/---

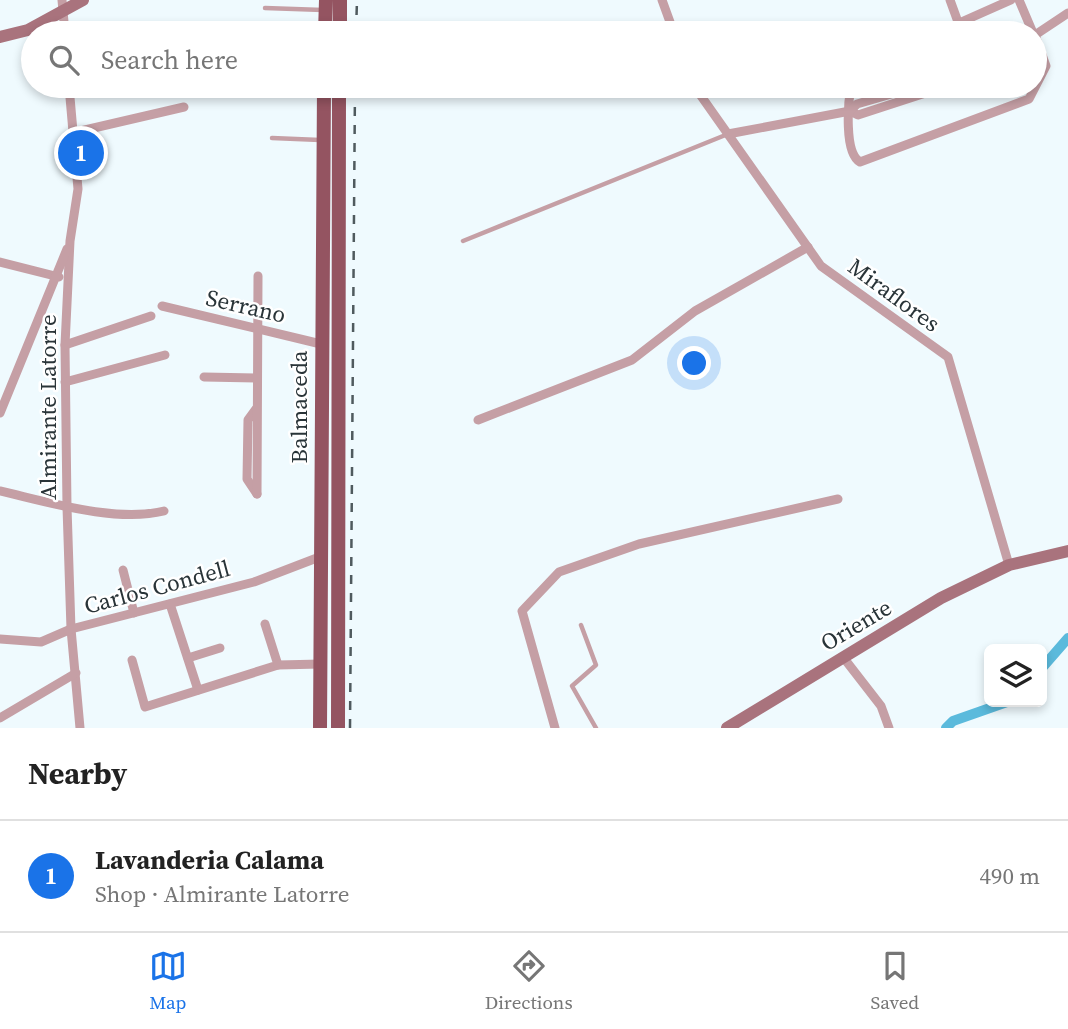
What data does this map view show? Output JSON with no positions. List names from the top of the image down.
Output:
{
  "streets": {
    "main road": ["Balmaceda"],
    "street": [
      "Miraflores",
      "Serrano",
      "Almirante Latorre",
      "Carlos Condell",
      "Oriente"
    ]
  },
  "crossings": [
    ["Miraflores", "Oriente"],
    ["Serrano", "Balmaceda"],
    ["Almirante Latorre", "Carlos Condell"],
    ["Balmaceda", "Carlos Condell"]
  ],
  "page": {
    "search": "Search here",
    "pins": "1",
    "heading": "Nearby",
    "list": [
      {
        "mark": "1",
        "name": "Lavanderia Calama",
        "note": "Shop · Almirante Latorre",
        "value": "490 m"
      }
    ],
    "nav": ["Map", "Directions", "Saved"]
  }
}
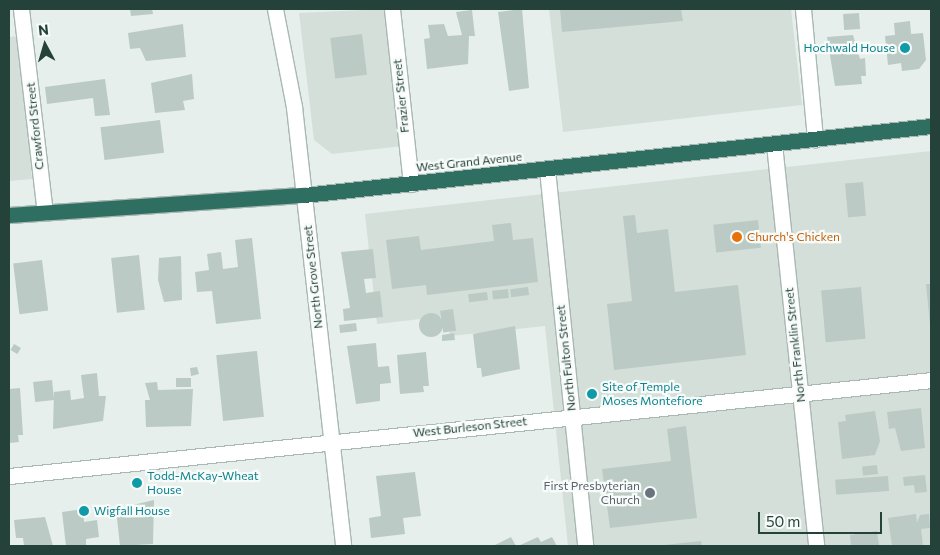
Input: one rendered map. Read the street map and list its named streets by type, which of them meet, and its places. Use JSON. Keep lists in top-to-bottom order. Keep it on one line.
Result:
{"streets":{"highway":["West Grand Avenue"],"street":["Frazier Street","Crawford Street","North Grove Street","North Franklin Street","North Fulton Street","West Burleson Street"]},"crossings":[["Frazier Street","West Grand Avenue"],["Crawford Street","West Grand Avenue"],["West Grand Avenue","North Grove Street"],["West Grand Avenue","North Franklin Street"],["West Grand Avenue","North Fulton Street"],["North Grove Street","West Burleson Street"],["North Franklin Street","West Burleson Street"],["North Fulton Street","West Burleson Street"]],"places":["Hochwald House","Church's Chicken","Site of Temple Moses Montefiore","Todd-McKay-Wheat House","First Presbyterian Church","Wigfall House"],"scale_bar":"50 m","north":"top"}
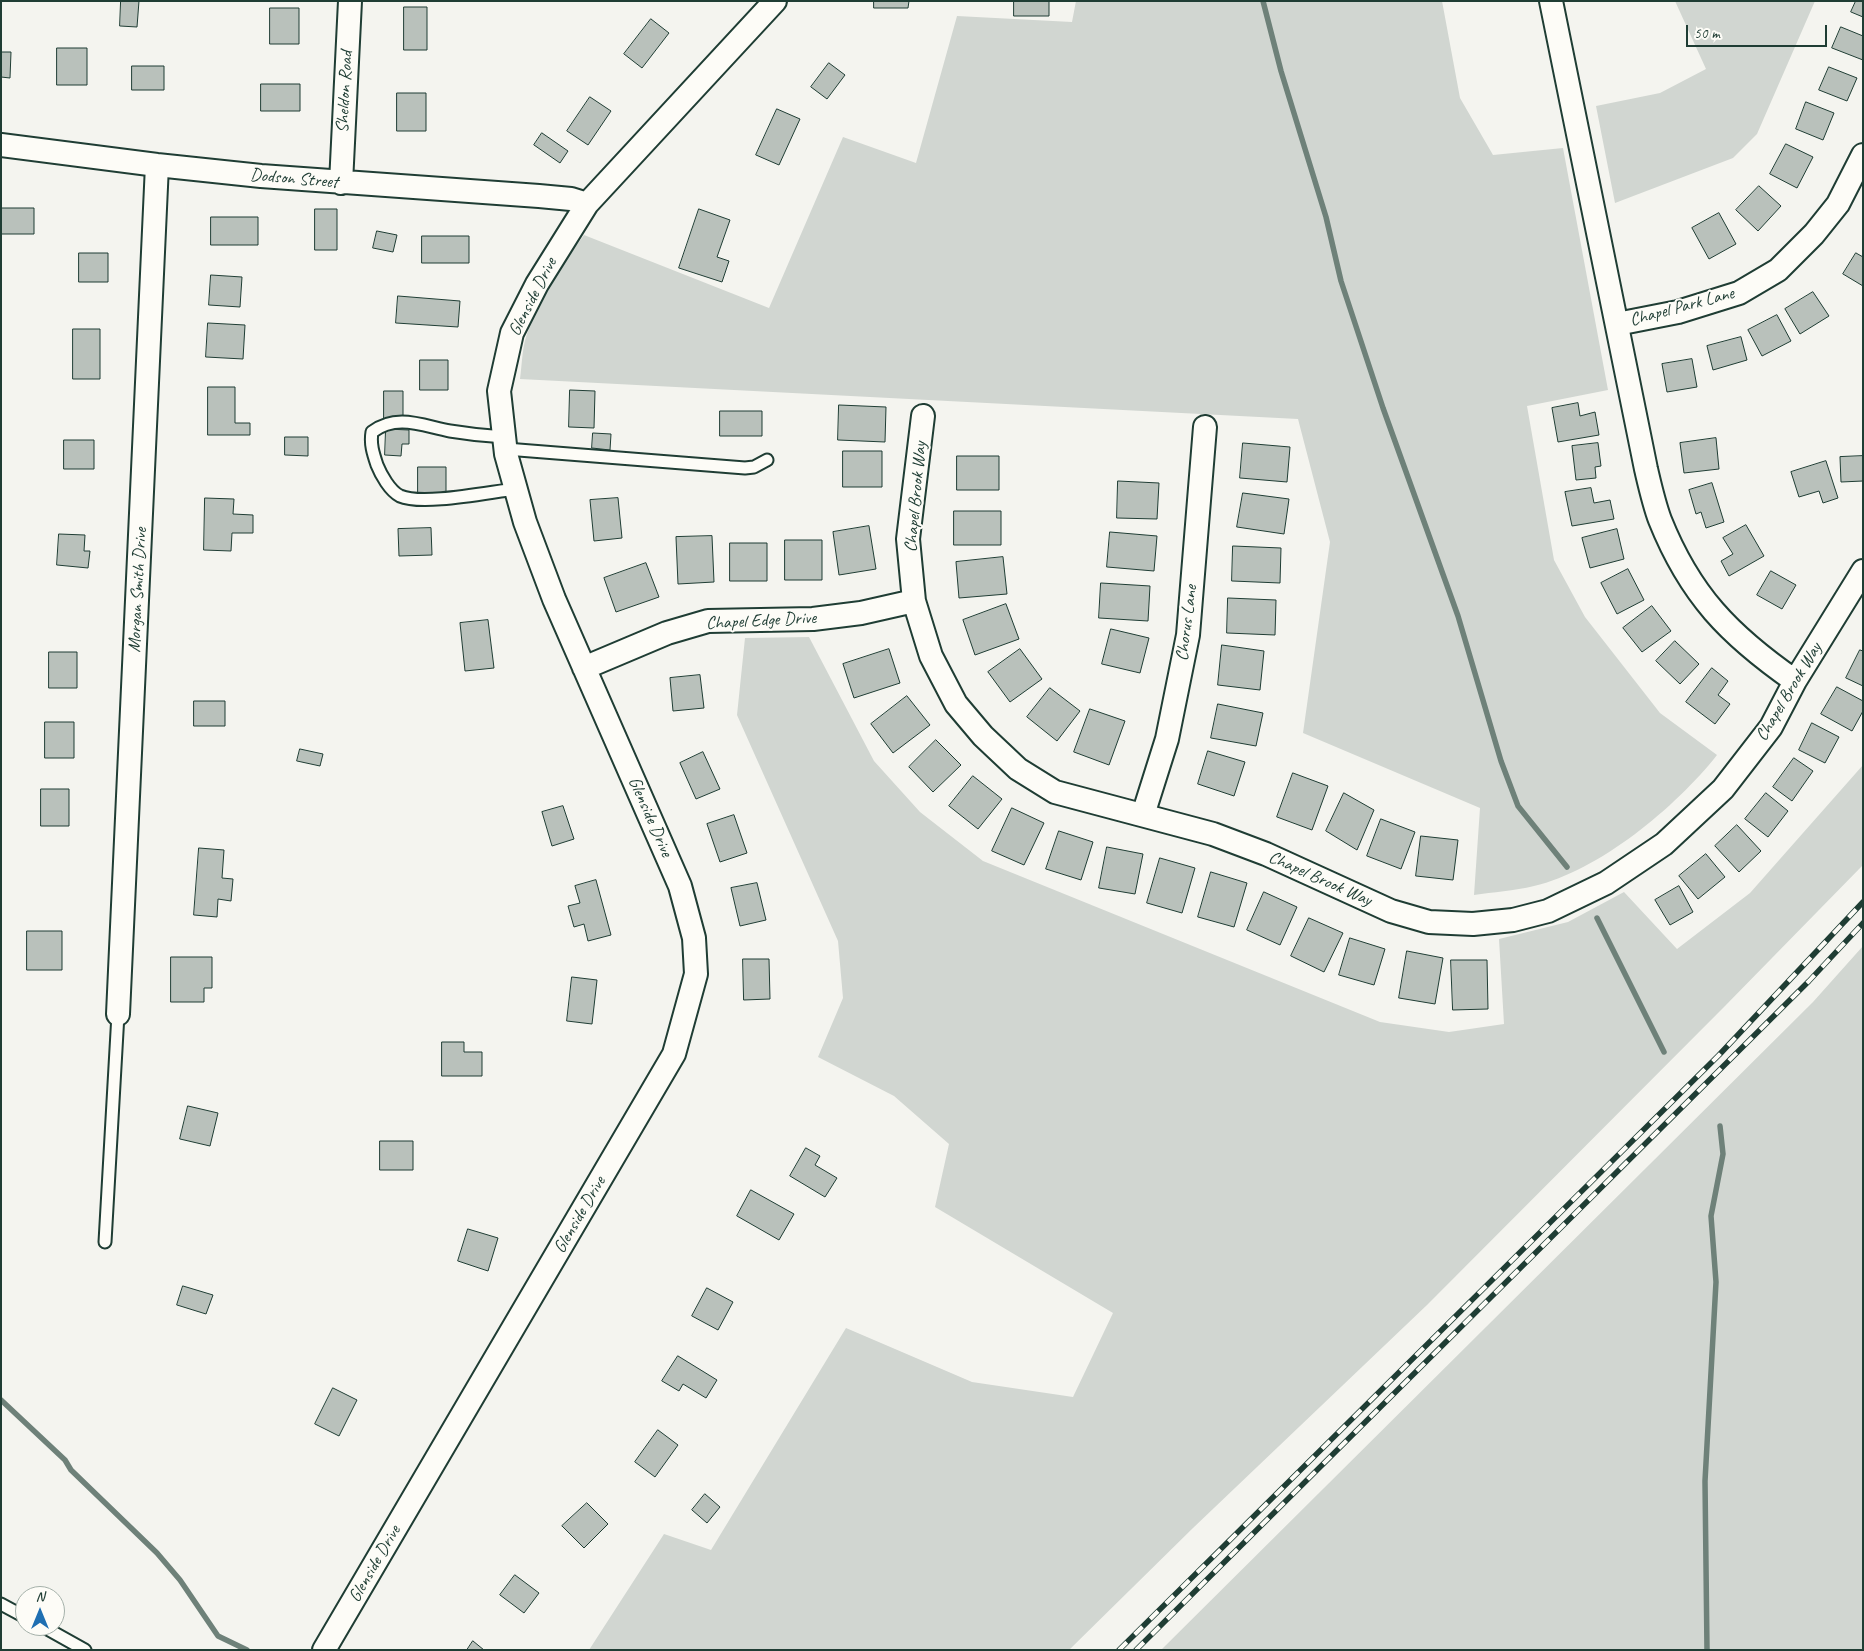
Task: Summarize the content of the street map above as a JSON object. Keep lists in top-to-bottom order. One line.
{"streets":{"street":["Sheldon Road","Dodson Street","Glenside Drive","Chapel Park Lane","Chapel Brook Way","Morgan Smith Drive","Chapel Edge Drive","Chorus Lane"]},"crossings":[["Sheldon Road","Dodson Street"],["Dodson Street","Glenside Drive"],["Dodson Street","Morgan Smith Drive"],["Glenside Drive","Chapel Edge Drive"],["Chapel Brook Way","Chapel Edge Drive"],["Chapel Brook Way","Chorus Lane"]],"scale_bar":"50 m","north":"top"}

\---

* [Instructions to follow]
Nothing but the pictures may be dropped; restate the material word for word.

* [Reply]
What data does this map view show? Output JSON with no positions. List names from the top of the image down.
Output:
{
  "streets": {
    "main road": ["Balmaceda"],
    "street": [
      "Miraflores",
      "Serrano",
      "Almirante Latorre",
      "Carlos Condell",
      "Oriente"
    ]
  },
  "crossings": [
    ["Miraflores", "Oriente"],
    ["Serrano", "Balmaceda"],
    ["Almirante Latorre", "Carlos Condell"],
    ["Balmaceda", "Carlos Condell"]
  ],
  "page": {
    "search": "Search here",
    "pins": "1",
    "heading": "Nearby",
    "list": [
      {
        "mark": "1",
        "name": "Lavanderia Calama",
        "note": "Shop · Almirante Latorre",
        "value": "490 m"
      }
    ],
    "nav": ["Map", "Directions", "Saved"]
  }
}
Input: one rendered map. Read the street map and list its named streets by type, which of them meet, and its places. Use JSON. Keep lists in top-to-bottom order. Keep it on one line.
Result:
{"streets":{"highway":["West Grand Avenue"],"street":["Frazier Street","Crawford Street","North Grove Street","North Franklin Street","North Fulton Street","West Burleson Street"]},"crossings":[["Frazier Street","West Grand Avenue"],["Crawford Street","West Grand Avenue"],["West Grand Avenue","North Grove Street"],["West Grand Avenue","North Franklin Street"],["West Grand Avenue","North Fulton Street"],["North Grove Street","West Burleson Street"],["North Franklin Street","West Burleson Street"],["North Fulton Street","West Burleson Street"]],"places":["Hochwald House","Church's Chicken","Site of Temple Moses Montefiore","Todd-McKay-Wheat House","First Presbyterian Church","Wigfall House"],"scale_bar":"50 m","north":"top"}
Task: Summarize the content of the street map above as a JSON object. Keep lists in top-to-bottom order. One line.
{"streets":{"street":["Sheldon Road","Dodson Street","Glenside Drive","Chapel Park Lane","Chapel Brook Way","Morgan Smith Drive","Chapel Edge Drive","Chorus Lane"]},"crossings":[["Sheldon Road","Dodson Street"],["Dodson Street","Glenside Drive"],["Dodson Street","Morgan Smith Drive"],["Glenside Drive","Chapel Edge Drive"],["Chapel Brook Way","Chapel Edge Drive"],["Chapel Brook Way","Chorus Lane"]],"scale_bar":"50 m","north":"top"}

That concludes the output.